With sigma notation we can express the sample and population mean formulas:
- Sample mean (denoted \(\bar{x}\)):
\[{1 \over n}\sum\limits_{i=1}^nx_i\]
- Population mean (denoted \(\mu\)):
\[{1 \over N}\sum\limits_{i=1}^Nx_i\]
Greek letters usually mean population parameters
Lower-case letters usually mean sample statistics
In practice:
Student | Absences |
---|---|
1 | 2 |
2 | 6 |
3 | 1 |
4 | 2 |
5 | 4 |
6 | 0 |
7 | 1 |
8 | 3 |
9 | 0 |
10 | 2 |
\[{1 \over n}\sum\limits_{i=1}^nx_i\] \[{1 \over 10}(x_1+x_2+x_3+x_4+x_5+x_6+x_7+x_8+x_9+x_{10})\]
\[{1 \over 10}(2+6+1+2+4+0+1+3+0+2)\]
\[{1 \over 10} *21 = {21 \over 10} = 2.1\] - Properties of mean:
Common
Easy to interpret
Susceptible to outliers
The average number of Super Bowl rings between me and Tom Brady is 3.5
(As of 2021) the top 1% of households in the United States hold 32.3% of the country’s wealth, while the bottom 50% hold 2.6%
A statistic is resistant if its value is not affected heavily by outliers
- Is the mean resistant?
Median
- Middle value, half the data are below and half are above
7 | 3 | 12 | 3 | 5 |
- Sort your data in increasing order (low to high)
3 | 3 | 5 | 7 | 12 |
The median is 5
If \(n\) is odd: choose position \({(n+1)\over2}\) in the ordered dataset
So \(n=5\)
\[{(n+1)\over2}={(5+1)\over2}=3\]
- We pick the \(3^{rd}\) data point after sorting
7 | 3 | 12 | 3 | 5 | 8 |
If \(n\) is even after ordering:
Pick \(n\over 2\) and \({n \over 2}+1\)
Average the two data points
3 | 3 | 5 | 7 | 8 | 12 |
So \(n=6\)
\[{6\over 2}=3 \ ,\ {6 \over 2}+1=4\]
3rd data point: \(5\)
4th data point: \(7\)
\[{(5+7)\over 2}=6\]
- The median is \(6\)
Properties of median:
It doesn’t use all of the data directly
This makes it resistant
- Outliers have little/no effect
Sometimes a more realistic measurement:
Median Household Income (Kansas): \(\$57,422\)

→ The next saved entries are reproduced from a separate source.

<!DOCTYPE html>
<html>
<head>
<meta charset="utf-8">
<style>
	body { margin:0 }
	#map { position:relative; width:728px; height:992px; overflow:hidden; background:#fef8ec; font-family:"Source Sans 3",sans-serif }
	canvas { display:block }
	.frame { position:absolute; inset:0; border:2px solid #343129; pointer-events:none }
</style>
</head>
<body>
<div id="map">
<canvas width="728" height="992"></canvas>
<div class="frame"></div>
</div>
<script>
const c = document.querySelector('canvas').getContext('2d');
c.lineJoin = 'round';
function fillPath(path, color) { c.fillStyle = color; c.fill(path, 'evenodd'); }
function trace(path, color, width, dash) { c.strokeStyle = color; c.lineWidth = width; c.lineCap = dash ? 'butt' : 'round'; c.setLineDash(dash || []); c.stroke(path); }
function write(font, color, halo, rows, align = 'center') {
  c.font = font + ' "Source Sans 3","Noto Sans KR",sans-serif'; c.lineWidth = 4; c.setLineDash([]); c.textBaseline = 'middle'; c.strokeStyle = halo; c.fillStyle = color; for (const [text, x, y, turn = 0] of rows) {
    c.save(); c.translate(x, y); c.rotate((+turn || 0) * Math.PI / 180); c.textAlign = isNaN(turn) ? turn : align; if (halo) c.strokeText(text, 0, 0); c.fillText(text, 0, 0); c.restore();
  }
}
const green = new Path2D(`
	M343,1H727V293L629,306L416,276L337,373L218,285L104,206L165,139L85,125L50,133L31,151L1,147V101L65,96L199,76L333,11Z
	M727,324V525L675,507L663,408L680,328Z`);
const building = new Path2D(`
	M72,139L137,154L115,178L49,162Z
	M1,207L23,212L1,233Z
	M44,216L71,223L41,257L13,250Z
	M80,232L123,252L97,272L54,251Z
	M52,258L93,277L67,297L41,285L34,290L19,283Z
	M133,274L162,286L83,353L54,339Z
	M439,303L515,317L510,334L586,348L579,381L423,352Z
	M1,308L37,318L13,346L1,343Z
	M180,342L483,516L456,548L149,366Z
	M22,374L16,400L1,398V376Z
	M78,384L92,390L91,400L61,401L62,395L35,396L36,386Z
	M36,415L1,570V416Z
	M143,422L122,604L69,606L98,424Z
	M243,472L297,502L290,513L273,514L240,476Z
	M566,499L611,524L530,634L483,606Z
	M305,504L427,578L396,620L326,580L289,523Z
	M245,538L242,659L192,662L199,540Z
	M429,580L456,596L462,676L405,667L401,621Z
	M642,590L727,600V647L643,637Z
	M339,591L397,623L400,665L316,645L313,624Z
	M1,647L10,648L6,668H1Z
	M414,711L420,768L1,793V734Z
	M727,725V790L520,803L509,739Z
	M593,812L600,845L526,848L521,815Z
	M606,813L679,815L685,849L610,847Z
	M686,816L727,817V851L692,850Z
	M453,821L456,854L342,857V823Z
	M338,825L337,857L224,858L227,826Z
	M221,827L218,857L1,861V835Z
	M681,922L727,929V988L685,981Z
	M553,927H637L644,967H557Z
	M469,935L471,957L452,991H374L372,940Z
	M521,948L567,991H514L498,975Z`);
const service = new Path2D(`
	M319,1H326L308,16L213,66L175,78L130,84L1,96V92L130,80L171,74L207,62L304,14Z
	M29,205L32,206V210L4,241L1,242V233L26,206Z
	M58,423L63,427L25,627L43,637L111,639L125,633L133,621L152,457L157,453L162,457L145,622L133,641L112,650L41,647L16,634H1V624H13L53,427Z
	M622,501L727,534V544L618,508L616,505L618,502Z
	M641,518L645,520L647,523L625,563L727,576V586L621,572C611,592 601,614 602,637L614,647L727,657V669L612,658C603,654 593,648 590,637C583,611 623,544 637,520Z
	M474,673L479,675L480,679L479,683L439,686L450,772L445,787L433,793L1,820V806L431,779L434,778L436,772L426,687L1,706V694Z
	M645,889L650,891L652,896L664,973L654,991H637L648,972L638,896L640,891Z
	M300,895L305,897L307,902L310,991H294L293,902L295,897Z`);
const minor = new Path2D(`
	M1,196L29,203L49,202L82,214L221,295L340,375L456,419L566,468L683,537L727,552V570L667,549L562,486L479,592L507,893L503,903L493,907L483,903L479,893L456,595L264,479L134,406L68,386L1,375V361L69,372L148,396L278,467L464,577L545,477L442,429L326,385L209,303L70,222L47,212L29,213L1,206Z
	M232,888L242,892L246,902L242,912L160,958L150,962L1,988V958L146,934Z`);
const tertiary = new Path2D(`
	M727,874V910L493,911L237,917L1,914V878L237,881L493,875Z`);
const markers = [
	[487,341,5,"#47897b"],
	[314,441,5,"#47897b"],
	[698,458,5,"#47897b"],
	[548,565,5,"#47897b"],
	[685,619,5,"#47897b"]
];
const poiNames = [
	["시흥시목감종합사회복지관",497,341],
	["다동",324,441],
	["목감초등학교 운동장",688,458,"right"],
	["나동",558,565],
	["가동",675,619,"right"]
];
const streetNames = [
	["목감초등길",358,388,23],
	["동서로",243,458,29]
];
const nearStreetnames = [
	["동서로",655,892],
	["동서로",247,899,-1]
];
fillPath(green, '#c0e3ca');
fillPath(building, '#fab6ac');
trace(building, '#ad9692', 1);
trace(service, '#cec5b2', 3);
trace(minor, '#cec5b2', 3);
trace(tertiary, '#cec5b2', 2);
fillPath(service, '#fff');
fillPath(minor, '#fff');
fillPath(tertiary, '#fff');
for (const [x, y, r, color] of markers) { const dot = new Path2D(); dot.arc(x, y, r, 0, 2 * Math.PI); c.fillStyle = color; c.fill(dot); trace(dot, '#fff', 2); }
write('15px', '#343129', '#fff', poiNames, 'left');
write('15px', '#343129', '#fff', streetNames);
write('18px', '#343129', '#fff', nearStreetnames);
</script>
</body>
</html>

Average Household Income (Kansas): \(\$77,509\)
Why does median make more sense than average here?
Difference between median and mean depend on skew of the histogram
Mode
The most frequent observation
Useful for qualitative data
- “Which credit card is most commonly used by our customers?”
Not as useful for quantitative data
“What’s the most common weight of cattle on our research farms?”

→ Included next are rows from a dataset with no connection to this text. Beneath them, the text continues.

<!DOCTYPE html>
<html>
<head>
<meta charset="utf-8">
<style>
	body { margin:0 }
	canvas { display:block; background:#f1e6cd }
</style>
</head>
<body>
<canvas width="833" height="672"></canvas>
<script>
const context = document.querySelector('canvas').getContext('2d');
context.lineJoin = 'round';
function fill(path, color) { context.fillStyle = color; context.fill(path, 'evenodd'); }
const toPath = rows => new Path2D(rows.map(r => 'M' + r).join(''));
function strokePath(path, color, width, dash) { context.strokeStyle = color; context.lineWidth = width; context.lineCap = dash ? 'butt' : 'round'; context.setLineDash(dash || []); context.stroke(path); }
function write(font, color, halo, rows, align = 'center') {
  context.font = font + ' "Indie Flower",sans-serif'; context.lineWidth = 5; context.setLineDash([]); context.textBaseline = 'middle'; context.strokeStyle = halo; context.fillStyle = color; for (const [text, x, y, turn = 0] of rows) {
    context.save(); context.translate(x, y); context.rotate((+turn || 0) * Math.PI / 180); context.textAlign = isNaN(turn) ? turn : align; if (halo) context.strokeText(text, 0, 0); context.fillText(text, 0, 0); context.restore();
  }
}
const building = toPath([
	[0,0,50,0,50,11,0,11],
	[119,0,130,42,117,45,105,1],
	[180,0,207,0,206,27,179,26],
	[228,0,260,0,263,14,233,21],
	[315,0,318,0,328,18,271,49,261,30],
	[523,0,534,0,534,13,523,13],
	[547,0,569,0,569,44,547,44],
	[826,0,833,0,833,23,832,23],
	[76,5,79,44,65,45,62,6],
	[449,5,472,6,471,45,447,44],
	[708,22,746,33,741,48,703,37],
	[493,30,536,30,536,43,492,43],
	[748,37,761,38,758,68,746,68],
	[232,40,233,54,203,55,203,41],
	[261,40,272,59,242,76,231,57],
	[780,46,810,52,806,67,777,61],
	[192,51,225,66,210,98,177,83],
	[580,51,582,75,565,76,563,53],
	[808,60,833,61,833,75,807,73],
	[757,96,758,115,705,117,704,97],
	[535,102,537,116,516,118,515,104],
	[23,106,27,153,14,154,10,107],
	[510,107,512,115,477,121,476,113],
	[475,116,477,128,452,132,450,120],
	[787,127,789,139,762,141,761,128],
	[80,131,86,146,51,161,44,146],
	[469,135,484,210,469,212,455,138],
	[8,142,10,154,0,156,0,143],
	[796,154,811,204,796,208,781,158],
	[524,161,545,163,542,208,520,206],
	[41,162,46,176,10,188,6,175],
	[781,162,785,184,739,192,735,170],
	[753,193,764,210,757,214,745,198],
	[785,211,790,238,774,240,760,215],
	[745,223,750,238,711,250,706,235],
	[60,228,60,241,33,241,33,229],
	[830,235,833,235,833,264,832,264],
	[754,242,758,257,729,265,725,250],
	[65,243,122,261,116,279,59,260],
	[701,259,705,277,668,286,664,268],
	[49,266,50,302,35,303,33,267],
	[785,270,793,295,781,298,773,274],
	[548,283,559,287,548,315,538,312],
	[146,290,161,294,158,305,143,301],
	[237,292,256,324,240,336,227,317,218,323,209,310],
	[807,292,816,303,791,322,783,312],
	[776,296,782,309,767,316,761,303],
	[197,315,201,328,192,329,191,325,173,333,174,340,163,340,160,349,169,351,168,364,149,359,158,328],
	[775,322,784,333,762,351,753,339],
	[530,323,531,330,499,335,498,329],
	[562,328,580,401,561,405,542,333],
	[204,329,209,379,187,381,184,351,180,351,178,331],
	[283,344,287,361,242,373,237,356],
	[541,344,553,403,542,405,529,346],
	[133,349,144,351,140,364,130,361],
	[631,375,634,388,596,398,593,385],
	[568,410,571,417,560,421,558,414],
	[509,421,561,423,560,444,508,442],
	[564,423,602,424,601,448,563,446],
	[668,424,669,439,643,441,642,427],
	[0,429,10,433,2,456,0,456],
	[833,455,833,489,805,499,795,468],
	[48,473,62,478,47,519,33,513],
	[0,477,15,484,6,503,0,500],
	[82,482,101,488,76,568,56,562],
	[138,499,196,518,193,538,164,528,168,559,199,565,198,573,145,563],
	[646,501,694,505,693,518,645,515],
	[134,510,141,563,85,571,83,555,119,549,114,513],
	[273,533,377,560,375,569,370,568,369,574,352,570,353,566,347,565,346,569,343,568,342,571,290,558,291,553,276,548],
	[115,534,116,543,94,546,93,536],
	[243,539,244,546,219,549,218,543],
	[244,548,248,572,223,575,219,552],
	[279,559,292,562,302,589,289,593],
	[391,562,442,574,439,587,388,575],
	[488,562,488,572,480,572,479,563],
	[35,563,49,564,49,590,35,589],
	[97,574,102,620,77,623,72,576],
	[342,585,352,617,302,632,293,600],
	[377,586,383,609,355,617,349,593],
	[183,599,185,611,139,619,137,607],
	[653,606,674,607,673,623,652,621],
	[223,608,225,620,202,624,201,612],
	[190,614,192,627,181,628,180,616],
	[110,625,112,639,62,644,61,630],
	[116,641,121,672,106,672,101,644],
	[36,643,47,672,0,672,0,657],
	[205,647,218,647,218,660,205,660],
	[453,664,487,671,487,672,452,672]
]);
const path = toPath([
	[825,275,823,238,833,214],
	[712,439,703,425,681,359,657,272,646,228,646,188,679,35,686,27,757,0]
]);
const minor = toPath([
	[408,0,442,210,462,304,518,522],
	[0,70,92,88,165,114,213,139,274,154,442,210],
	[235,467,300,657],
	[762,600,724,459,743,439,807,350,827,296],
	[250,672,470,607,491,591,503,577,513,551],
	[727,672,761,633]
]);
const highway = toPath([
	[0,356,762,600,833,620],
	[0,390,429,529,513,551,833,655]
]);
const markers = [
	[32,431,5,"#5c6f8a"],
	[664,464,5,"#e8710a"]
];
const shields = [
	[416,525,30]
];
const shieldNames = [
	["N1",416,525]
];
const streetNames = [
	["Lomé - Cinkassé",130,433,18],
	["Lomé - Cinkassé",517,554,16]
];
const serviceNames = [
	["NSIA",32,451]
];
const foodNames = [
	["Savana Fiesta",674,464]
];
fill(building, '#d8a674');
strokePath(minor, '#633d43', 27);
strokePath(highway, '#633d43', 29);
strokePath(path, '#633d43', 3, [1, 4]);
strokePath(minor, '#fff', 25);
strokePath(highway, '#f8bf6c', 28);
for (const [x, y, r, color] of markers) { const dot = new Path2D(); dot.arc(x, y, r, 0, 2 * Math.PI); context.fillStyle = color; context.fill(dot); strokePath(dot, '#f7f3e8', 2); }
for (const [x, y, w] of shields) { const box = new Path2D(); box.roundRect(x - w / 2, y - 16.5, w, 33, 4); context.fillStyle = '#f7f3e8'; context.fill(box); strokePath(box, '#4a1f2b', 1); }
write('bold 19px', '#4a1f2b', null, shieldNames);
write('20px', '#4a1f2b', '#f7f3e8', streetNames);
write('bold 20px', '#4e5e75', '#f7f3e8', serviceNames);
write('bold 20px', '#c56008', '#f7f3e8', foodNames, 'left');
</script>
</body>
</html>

Why isn’t this a helpful metric?
A data set can have any number of modes (0,1,2,…)
7 | 3 | 12 | 3 | 5 |
The most frequently observed value in this data set is \(3\)
- So the mode is \(3\)
The below data set displays a sample of \(n=7\) observations:
2 | 1 | 3 | 4 | 3 | 5 | 4 |
Find the mean, round to two decimal places if necessary:
Find the median, round to two decimal places if necessary:
Find the mode(s):
A group of restaurants reported in a recent year that the mean price for their dinner was \(\$18\), and the median was \(\$22\). If a histogram was constructed for the price of dinner at the group of restaurants, would you expect it to be skewed to the right, skewed to the left, or approximately symmetric?